Attacks against GOST? Was: Protocol Construction
Joseph Ashwood
ashwood at msn.com
Thu Aug 6 01:51:12 EDT 2009
My apologies for the delay, I had forgotten the draft message.
--------------------------------------------------
From: "Alexander Klimov" <alserkli at inbox.ru>
Subject: Attacks against GOST? Was: Protocol Construction
> On Sun, 2 Aug 2009, Joseph Ashwood wrote:
>> > So far, evidence supports the idea that the stereotypical Soviet
>> > tendency to overdesign might have been a better plan after all,
>> > because the paranoia about future discoveries and breaks that
>> > motivated that overdesign is being regularly proven out.
>>
>> And that is why Kelsey found an attack on GOST
>
> Do you want to say that the GOST (28147-89) block cipher is broken?
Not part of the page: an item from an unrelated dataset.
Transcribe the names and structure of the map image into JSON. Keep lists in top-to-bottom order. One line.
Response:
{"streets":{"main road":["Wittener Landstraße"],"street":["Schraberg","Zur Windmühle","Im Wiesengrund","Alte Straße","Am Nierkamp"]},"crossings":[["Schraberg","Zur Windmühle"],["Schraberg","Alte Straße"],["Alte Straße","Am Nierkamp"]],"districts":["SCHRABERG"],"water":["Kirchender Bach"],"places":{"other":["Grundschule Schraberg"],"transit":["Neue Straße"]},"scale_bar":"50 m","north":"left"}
I
> have never heard of an attack against it that is faster than the
> exhaustive search.
I just said there are attacks, the situation is open for interpretation
because of the nature of the attacks and the unknown S-box. Kelsey and
Schneier published the first related key attack in 1996, in 1997 Kelsey
enhanced the attack. My point was that the proposed method of boosting
security (increased key size and rounds) does not necessarily correlate to
increased security and since GOST was given as an example of how to do it
"right" the attacks by Kelsey, et al mattered.
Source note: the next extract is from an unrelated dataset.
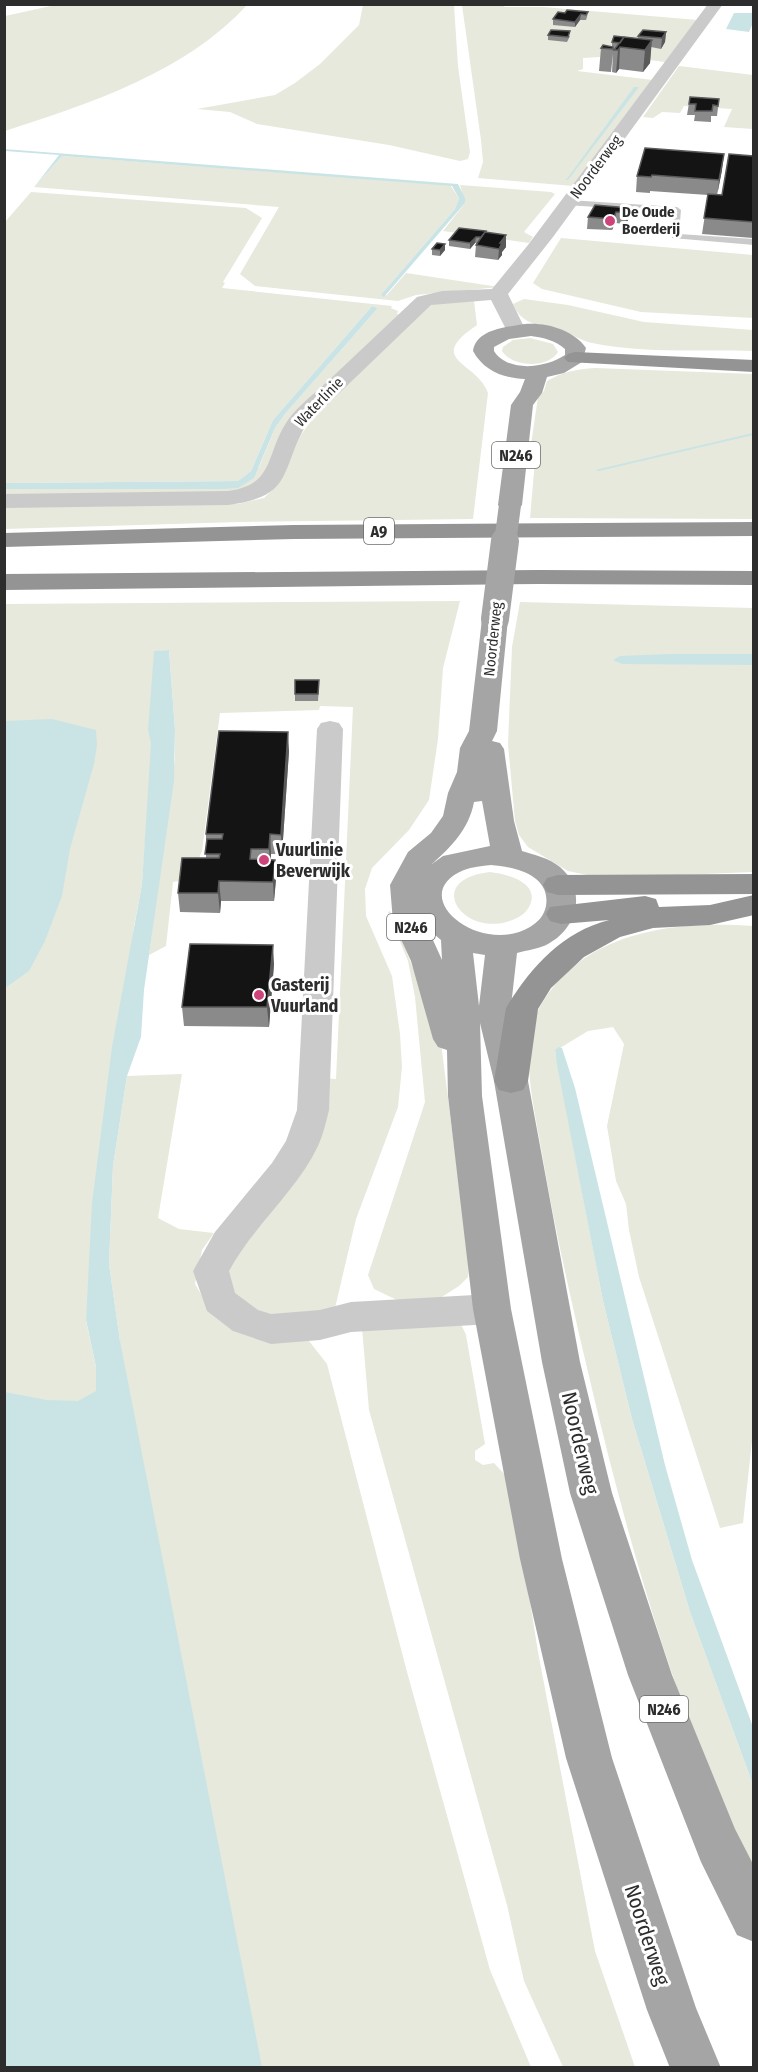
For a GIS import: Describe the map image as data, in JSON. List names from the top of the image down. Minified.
{"streets":{"highway":["A9"],"main road":["Noorderweg","N246"],"street":["Waterlinie"]},"crossings":[["Noorderweg","Waterlinie"],["Noorderweg","N246"]],"places":["De Oude Boerderij","Vuurlinie Beverwijk","Gasterij Vuurland"]}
> By the way, it was not "overdesign" (IMO it is simpler even than DES),
> nor it was an example of "the stereotypical Soviet..." According to an
> informed source [1], it was specifically made to be not like military
> ciphers: its only purpose was to make something for non-military
> cryptography that would not betray any Soviet cryptographic know-how
> (this is why they chose to do something very similar to DES).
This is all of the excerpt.